Despite the higher prices of organic food, sales in the U.S. topped $39 billion last year, up 11.3% from 2013 as reported by the Organic Trade Association. It’s reflective of the public taking a higher interest in what they’re putting into their bodies.

“People need to know what exactly is in my food, what is in my meat, how are they fed, how are they raised, so I think you’ll see that’s mainstream, where 10-15 years ago it was actually unheard of to know what was actually in our food,” said Deb Kwiatt Marketing and Community Relations for Whole Foods Market in Naperville.

Foods that are organic need to meet strict standards set by the U.S. Department of Agriculture, both in the way they are grown and how they are handled after they leave the farm.

Typically, farmers use natural fertilizers such as manure or compost to feed the soil and the plants. Then, care must be taken to keep organic products isolated during transport.

“It’s very important from the farm to the cart as far as keeping organic integrity because you can grow it, but if it doesn’t maintain its integrity then it’s not organic anymore,” said Kwiatt.

These mandates and other factors, such as limited supply compared to demand and the greater labor input is what drives the costs up.
But advocates say the benefits are worth it.
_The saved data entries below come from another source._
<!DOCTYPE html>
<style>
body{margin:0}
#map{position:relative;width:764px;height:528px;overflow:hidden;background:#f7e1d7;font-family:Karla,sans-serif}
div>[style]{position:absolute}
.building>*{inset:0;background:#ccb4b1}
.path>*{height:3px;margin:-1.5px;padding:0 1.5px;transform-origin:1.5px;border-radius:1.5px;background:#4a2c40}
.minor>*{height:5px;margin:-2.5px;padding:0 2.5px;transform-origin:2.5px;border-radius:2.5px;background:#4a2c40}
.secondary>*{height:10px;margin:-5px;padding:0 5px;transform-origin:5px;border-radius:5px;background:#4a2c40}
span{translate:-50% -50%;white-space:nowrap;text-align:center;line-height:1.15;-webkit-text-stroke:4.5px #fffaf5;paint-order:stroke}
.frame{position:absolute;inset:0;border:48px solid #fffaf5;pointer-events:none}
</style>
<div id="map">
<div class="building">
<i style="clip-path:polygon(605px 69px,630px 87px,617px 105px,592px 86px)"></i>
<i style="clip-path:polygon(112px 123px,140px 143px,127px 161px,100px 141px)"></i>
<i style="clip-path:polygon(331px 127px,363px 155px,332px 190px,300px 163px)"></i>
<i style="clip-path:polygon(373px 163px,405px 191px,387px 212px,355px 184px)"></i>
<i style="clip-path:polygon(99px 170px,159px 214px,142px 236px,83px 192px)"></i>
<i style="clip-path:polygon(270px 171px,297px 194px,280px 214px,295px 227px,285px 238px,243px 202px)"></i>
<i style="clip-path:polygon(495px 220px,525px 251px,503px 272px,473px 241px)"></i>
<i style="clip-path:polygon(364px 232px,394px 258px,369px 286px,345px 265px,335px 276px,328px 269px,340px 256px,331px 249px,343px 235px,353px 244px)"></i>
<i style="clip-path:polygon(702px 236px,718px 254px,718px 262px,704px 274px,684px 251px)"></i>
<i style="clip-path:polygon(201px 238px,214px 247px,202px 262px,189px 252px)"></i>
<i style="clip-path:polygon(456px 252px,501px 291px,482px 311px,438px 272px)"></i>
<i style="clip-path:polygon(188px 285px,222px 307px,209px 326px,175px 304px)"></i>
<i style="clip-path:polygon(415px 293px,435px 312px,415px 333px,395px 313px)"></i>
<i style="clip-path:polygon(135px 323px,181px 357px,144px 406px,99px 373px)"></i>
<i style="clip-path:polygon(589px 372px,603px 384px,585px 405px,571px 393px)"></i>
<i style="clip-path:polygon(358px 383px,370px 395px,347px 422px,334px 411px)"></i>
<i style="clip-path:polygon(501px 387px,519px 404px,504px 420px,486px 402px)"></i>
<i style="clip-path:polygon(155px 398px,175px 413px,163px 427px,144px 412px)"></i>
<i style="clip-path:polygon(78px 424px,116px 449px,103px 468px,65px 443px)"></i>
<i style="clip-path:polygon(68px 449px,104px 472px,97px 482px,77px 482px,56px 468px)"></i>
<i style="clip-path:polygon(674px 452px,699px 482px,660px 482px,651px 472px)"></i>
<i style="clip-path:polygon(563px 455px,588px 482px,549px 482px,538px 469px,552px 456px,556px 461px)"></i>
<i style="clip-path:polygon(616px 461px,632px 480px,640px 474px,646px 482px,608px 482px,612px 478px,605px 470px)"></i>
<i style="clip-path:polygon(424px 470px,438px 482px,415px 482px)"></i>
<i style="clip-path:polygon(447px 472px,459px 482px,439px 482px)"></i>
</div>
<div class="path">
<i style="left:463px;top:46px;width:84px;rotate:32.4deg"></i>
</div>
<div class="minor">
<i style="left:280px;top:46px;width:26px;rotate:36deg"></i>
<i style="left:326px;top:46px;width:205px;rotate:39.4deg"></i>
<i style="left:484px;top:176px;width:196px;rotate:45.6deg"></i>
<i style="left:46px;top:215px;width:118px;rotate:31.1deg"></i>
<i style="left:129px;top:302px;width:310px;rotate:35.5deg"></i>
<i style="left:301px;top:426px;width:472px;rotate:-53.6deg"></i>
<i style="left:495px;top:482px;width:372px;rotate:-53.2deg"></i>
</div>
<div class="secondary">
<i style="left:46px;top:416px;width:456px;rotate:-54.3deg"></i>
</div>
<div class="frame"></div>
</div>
Organic growth helps the environment build healthy soil, fights the effects of global warming and reduces pesticides.

And there’s a dozen items that top the list of pesticide content that should always be bought organic.

“The Dirty Dozen list is typically a product that you put in whole that you eat right away, there is no skin on the outside. Typically that includes berries, or apples, cucumbers, celery you can find this list on the internet,” said Kwiatt.

The organic counterparts of these types of produce are estimated to contain 80% less than those that are chemically grown.

Though many believe there’s also a nutritional benefit to eating organic, there’s no real definitive proof.